Since going public in 1992, Starbucks stock is up 16,000% and has split five times, the most recent being just last year, shortly after I became a buyer. Starbucks (NASDAQ:SBUX) began paying a 5 cent/share dividend in 2010 and that has since grown 400%. My Starbucks stock position showing a gain of about 50% in just two years.
It’s the kind of stock you can reliably buy on a dip, like the one we’re now experiencing. It last traded at its current level in early September, which followed a drop during the August market rout to $50.30. The November high is about $63.50. The price on February 9 was about $54.50, so you’re looking at higher lows and higher highs since the last market fall – that’s always a good sign.
But this is not a stock you should buy today and sell tomorrow. Starbucks is a stock you buy and let mellow in your portfolio, a solid long-term growth holding.
Starbucks usually grows revenues at 15% per year, bringing nearly 15% of that revenue to the net income line. During the 2015 fiscal year, which ended in September, the company was able to cover its 68 cents in dividends nearly three times, with net income of $1.82/share.

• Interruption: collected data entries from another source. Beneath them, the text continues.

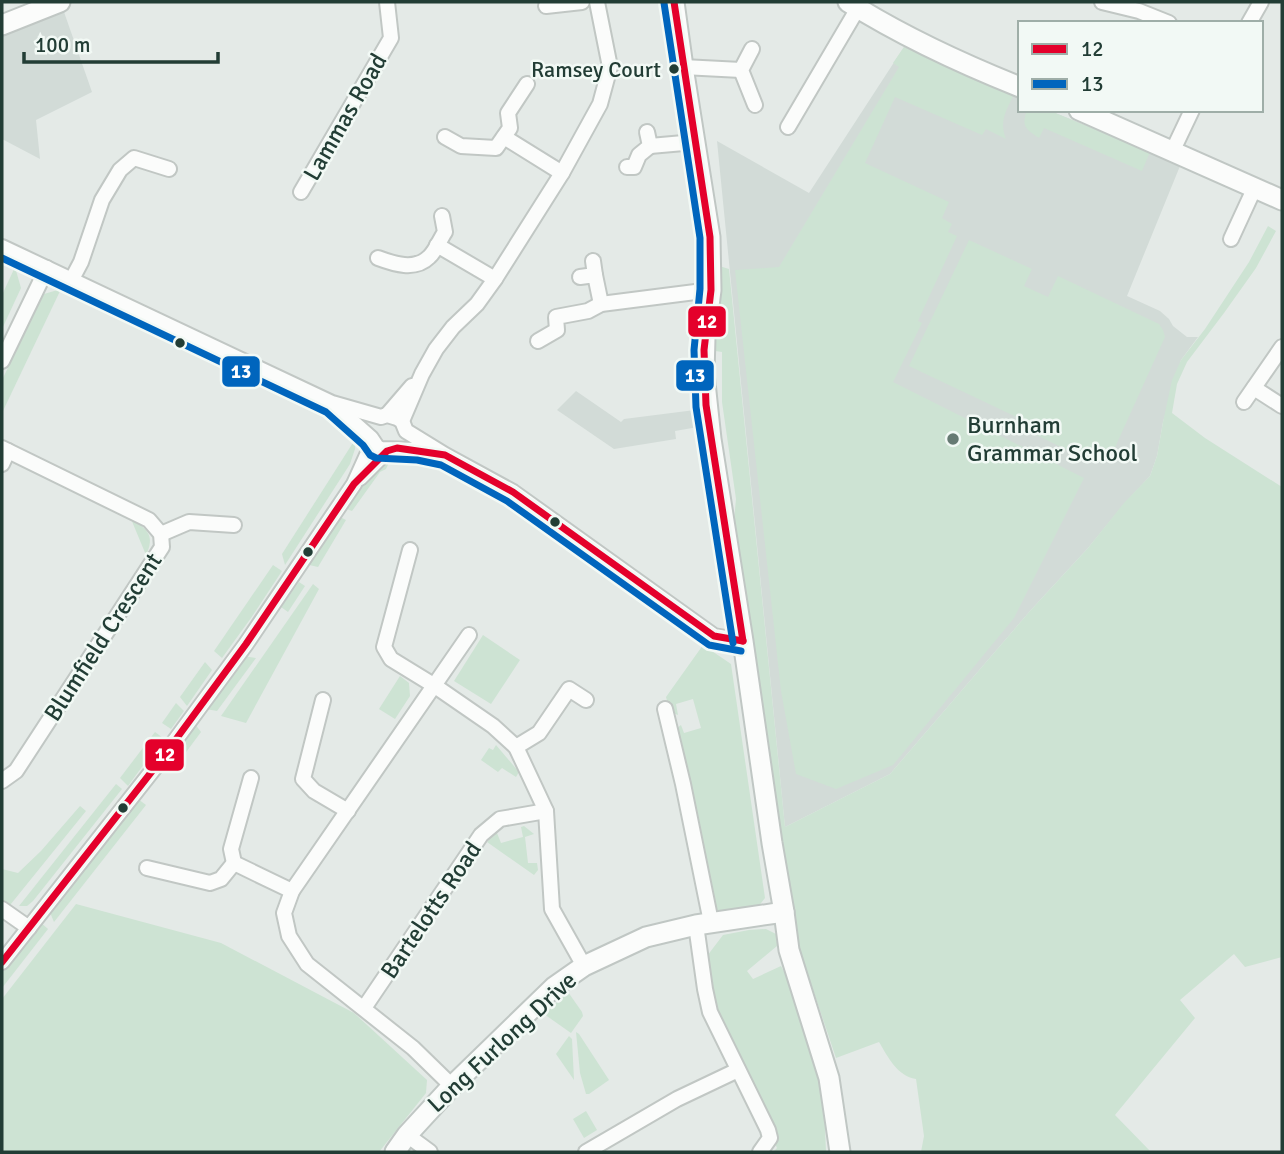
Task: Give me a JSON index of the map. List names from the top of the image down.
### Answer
{
  "streets": {
    "street": [
      "Lammas Road",
      "Blumfield Crescent",
      "Bartelotts Road",
      "Long Furlong Drive"
    ]
  },
  "places": ["Ramsey Court", "Burnham Grammar School"],
  "lines": ["transit line 12", "transit line 13"],
  "legend": ["12", "13"],
  "scale_bar": "100 m"
}
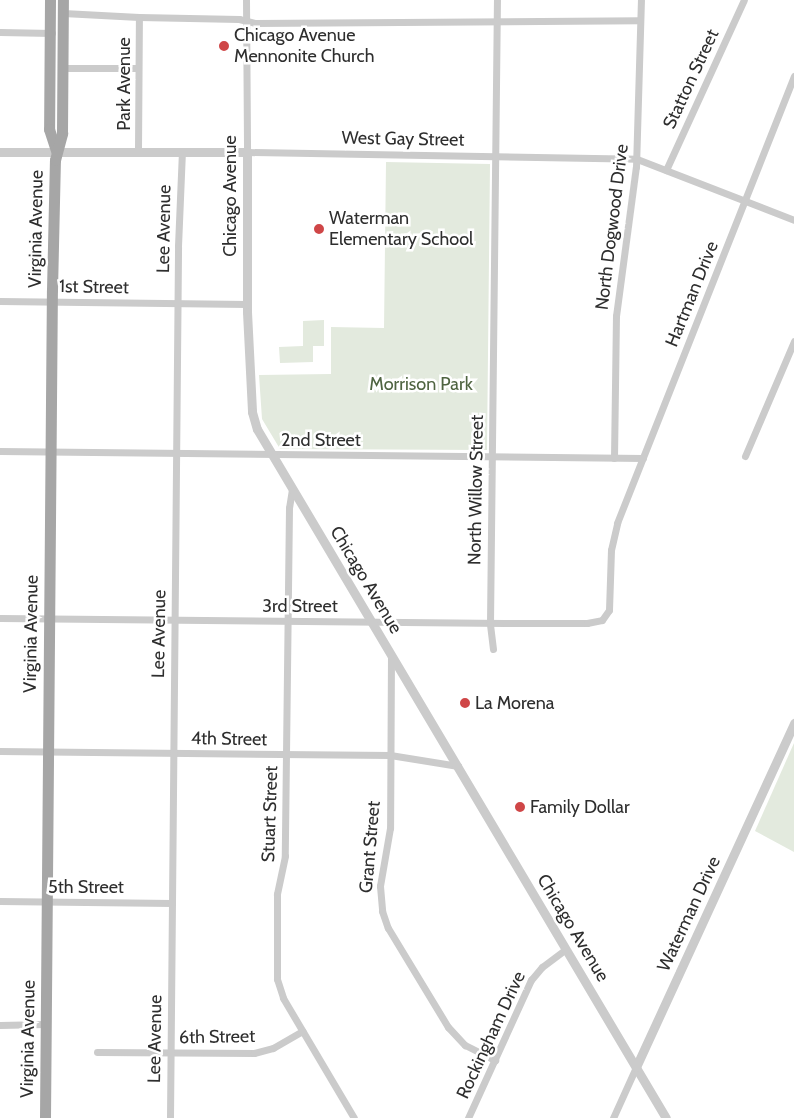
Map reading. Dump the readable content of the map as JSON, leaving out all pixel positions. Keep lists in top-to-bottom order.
{
  "streets": {
    "main road": ["Virginia Avenue"],
    "street": [
      "Statton Street",
      "Park Avenue",
      "West Gay Street",
      "Chicago Avenue",
      "North Dogwood Drive",
      "Lee Avenue",
      "1st Street",
      "Hartman Drive",
      "2nd Street",
      "North Willow Street",
      "3rd Street",
      "4th Street",
      "Stuart Street",
      "Grant Street",
      "5th Street",
      "Waterman Drive",
      "Rockingham Drive",
      "6th Street"
    ]
  },
  "crossings": [
    ["Statton Street", "West Gay Street"],
    ["Park Avenue", "West Gay Street"],
    ["West Gay Street", "Chicago Avenue"],
    ["West Gay Street", "North Dogwood Drive"],
    ["West Gay Street", "Virginia Avenue"],
    ["West Gay Street", "Lee Avenue"],
    ["West Gay Street", "Hartman Drive"],
    ["West Gay Street", "North Willow Street"],
    ["Chicago Avenue", "1st Street"],
    ["Chicago Avenue", "2nd Street"],
    ["Chicago Avenue", "3rd Street"],
    ["Chicago Avenue", "4th Street"],
    ["Chicago Avenue", "Stuart Street"],
    ["Chicago Avenue", "Grant Street"],
    ["Chicago Avenue", "Waterman Drive"],
    ["Chicago Avenue", "Rockingham Drive"],
    ["North Dogwood Drive", "2nd Street"],
    ["Virginia Avenue", "1st Street"],
    ["Virginia Avenue", "2nd Street"],
    ["Virginia Avenue", "3rd Street"],
    ["Virginia Avenue", "4th Street"],
    ["Virginia Avenue", "5th Street"],
    ["Lee Avenue", "1st Street"],
    ["Lee Avenue", "2nd Street"],
    ["Lee Avenue", "3rd Street"],
    ["Lee Avenue", "4th Street"],
    ["Lee Avenue", "5th Street"],
    ["Lee Avenue", "6th Street"],
    ["Hartman Drive", "2nd Street"],
    ["Hartman Drive", "3rd Street"],
    ["2nd Street", "North Willow Street"],
    ["North Willow Street", "3rd Street"],
    ["3rd Street", "Stuart Street"],
    ["4th Street", "Stuart Street"],
    ["4th Street", "Grant Street"],
    ["Stuart Street", "6th Street"],
    ["Grant Street", "Rockingham Drive"]
  ],
  "parks": ["Morrison Park"],
  "places": [
    "Chicago Avenue Mennonite Church",
    "Waterman Elementary School",
    "La Morena",
    "Family Dollar"
  ]
}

That’s one key point about Starbucks – since it started paying dividends, it has grown them consistently. 2015 dividend was nearly double what was paid in 2012, and during the year the rate was raised again, and it should pay 80 cents this fiscal year. When you have an accelerating dividend the current yield, about 1.5%, becomes less important than the relative yield you can expect later.
To call Starbucks a coffee shop is like calling Coca Cola (NYSE:KO) a company that makes sugar water. The company is selling a loyalty experience. I am often amazed at the crowds on the couches at my local Starbucks because there are many other coffee shops nearby and they also have free WiFi. But Starbucks is great at getting people served fast, and its loyalty program gives it immense insight into what its customers want.
That’s why Starbucks has been expanding into other types of beverages and snacks, with beer and wine at many locations during the evening, and the Teavana chain expanding its line of fine teas in the afternoon. For Americans, it’s a home away from home, and when they’re on the road it performs the function that American Express (NYSE:AXP) performed for travelers 80 years ago. For those international drinkers, it’s also a real taste of America, again, like Coca-Cola was in the 1940s. It represents safety and security in a troubled world.
That’s a lot to offer for just $5, which is what the average Starbucks drink goes for these days. It’s time, time for meeting, time for working, and time is worth paying for.
If you’ve got the time to wait on an investment, for as little as a few years or even decades, Starbucks stock is something you should buy on the dips and hold on to.